*** Supplied records ***

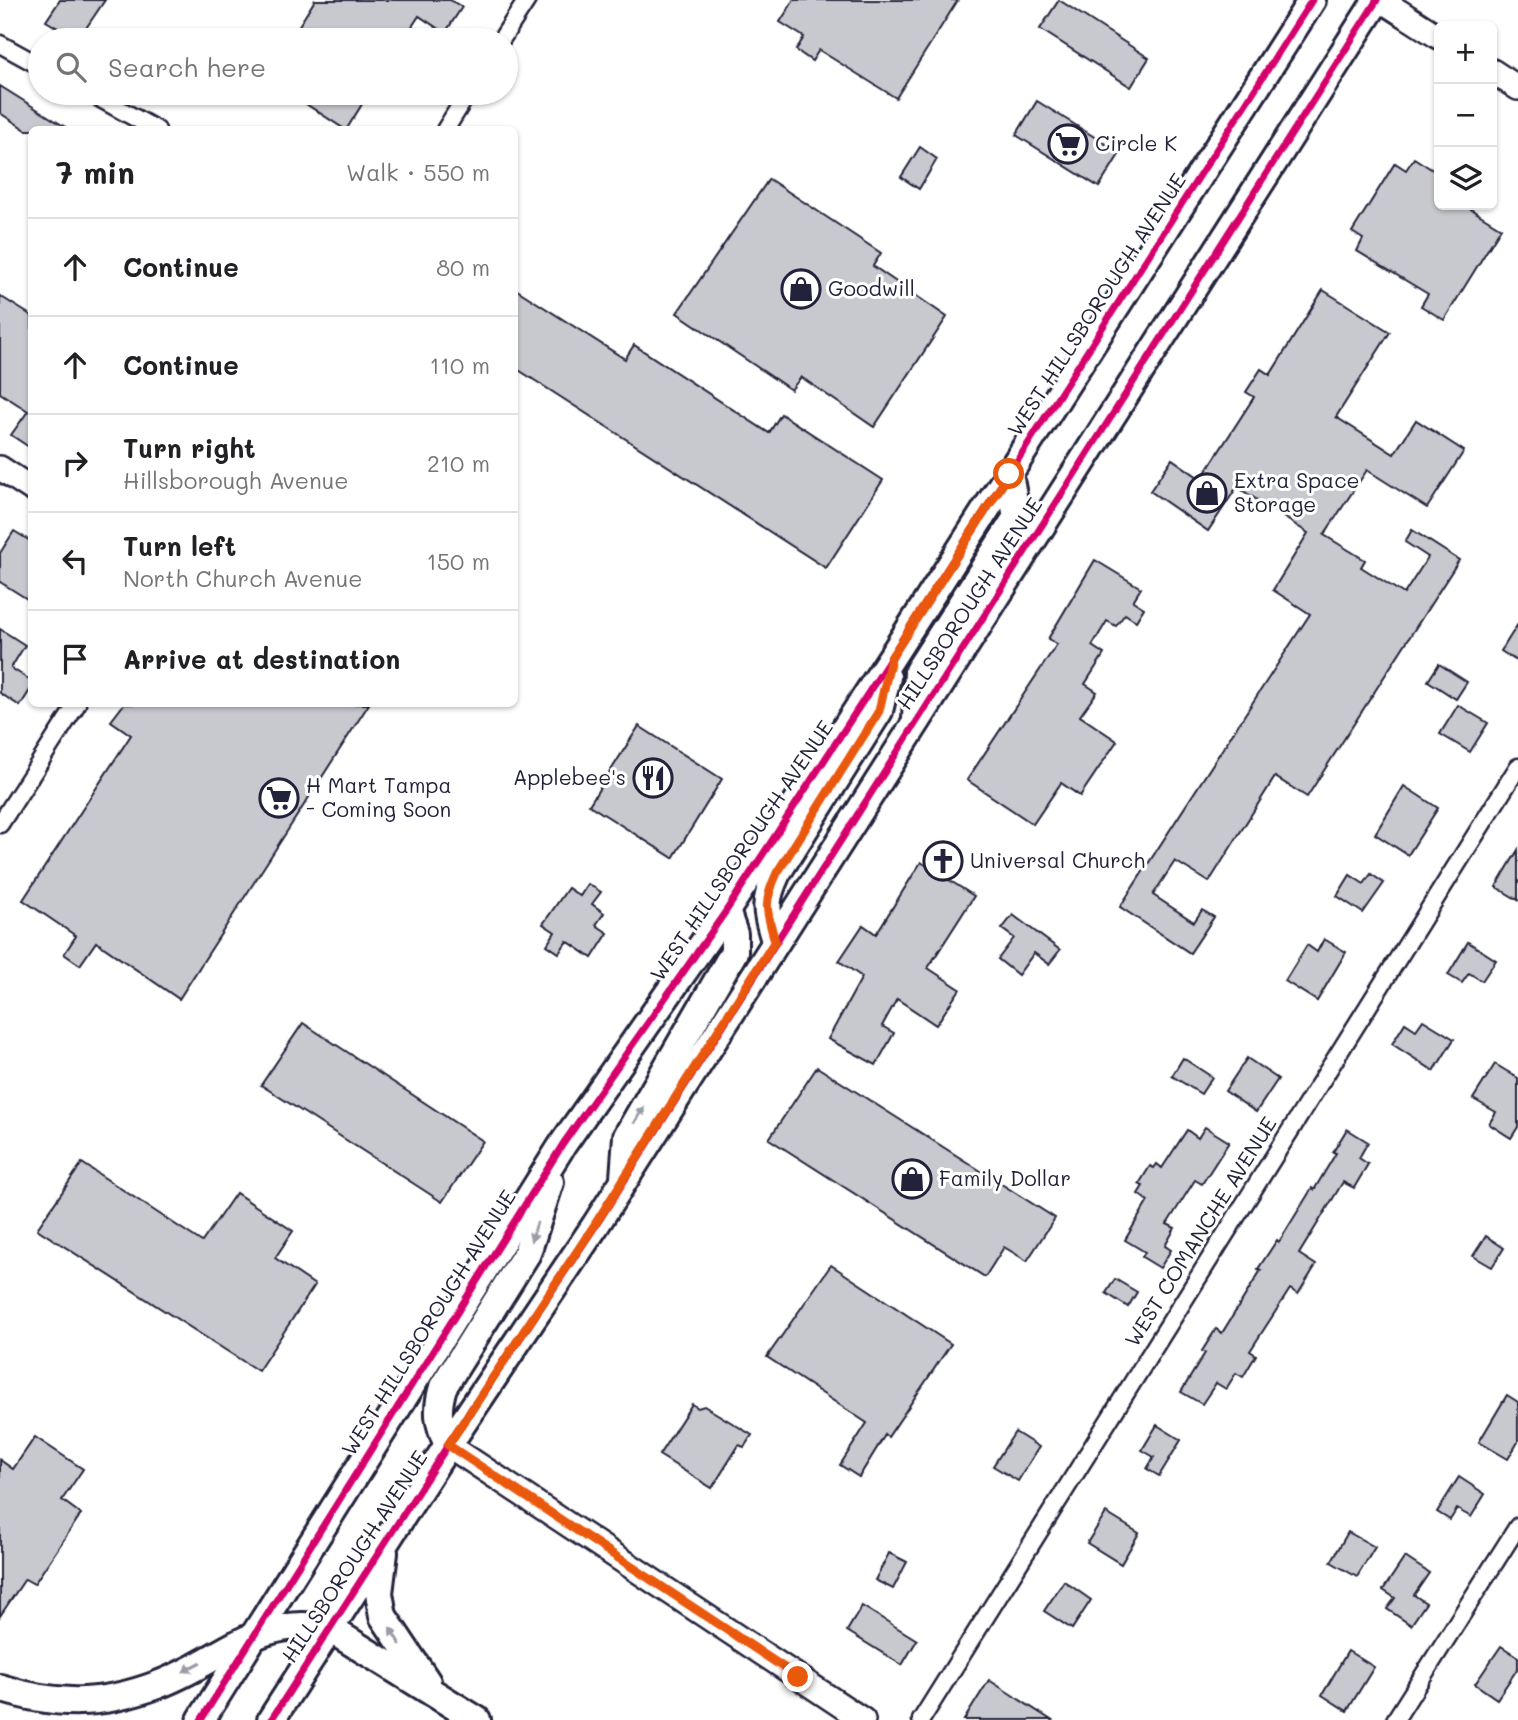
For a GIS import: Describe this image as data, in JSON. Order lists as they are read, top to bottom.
{
  "streets": {
    "main road": ["WEST HILLSBOROUGH AVENUE", "HILLSBOROUGH AVENUE"],
    "street": ["WEST COMANCHE AVENUE"]
  },
  "places": {
    "supermarket": ["Circle K", "H Mart Tampa - Coming Soon"],
    "shop": ["Goodwill", "Extra Space Storage", "Family Dollar"],
    "restaurant": ["Applebee's"],
    "church": ["Universal Church"]
  },
  "page": {
    "map_buttons": ["+", "−"],
    "search": "Search here",
    "heading": ["7 min", "Walk · 550 m"],
    "list": [
      ["Continue", "80 m"],
      ["Continue", "110 m"],
      ["Turn right", "Hillsborough Avenue", "210 m"],
      ["Turn left", "North Church Avenue", "150 m"],
      "Arrive at destination"
    ]
  }
}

*** End of Supplied records ***

### What you will do
Your copy of the entries above must be exact and must not include pictures.

### Task solution
For a GIS import: Describe this image as data, in JSON. Order lists as they are read, top to bottom.
{
  "streets": {
    "main road": ["WEST HILLSBOROUGH AVENUE", "HILLSBOROUGH AVENUE"],
    "street": ["WEST COMANCHE AVENUE"]
  },
  "places": {
    "supermarket": ["Circle K", "H Mart Tampa - Coming Soon"],
    "shop": ["Goodwill", "Extra Space Storage", "Family Dollar"],
    "restaurant": ["Applebee's"],
    "church": ["Universal Church"]
  },
  "page": {
    "map_buttons": ["+", "−"],
    "search": "Search here",
    "heading": ["7 min", "Walk · 550 m"],
    "list": [
      ["Continue", "80 m"],
      ["Continue", "110 m"],
      ["Turn right", "Hillsborough Avenue", "210 m"],
      ["Turn left", "North Church Avenue", "150 m"],
      "Arrive at destination"
    ]
  }
}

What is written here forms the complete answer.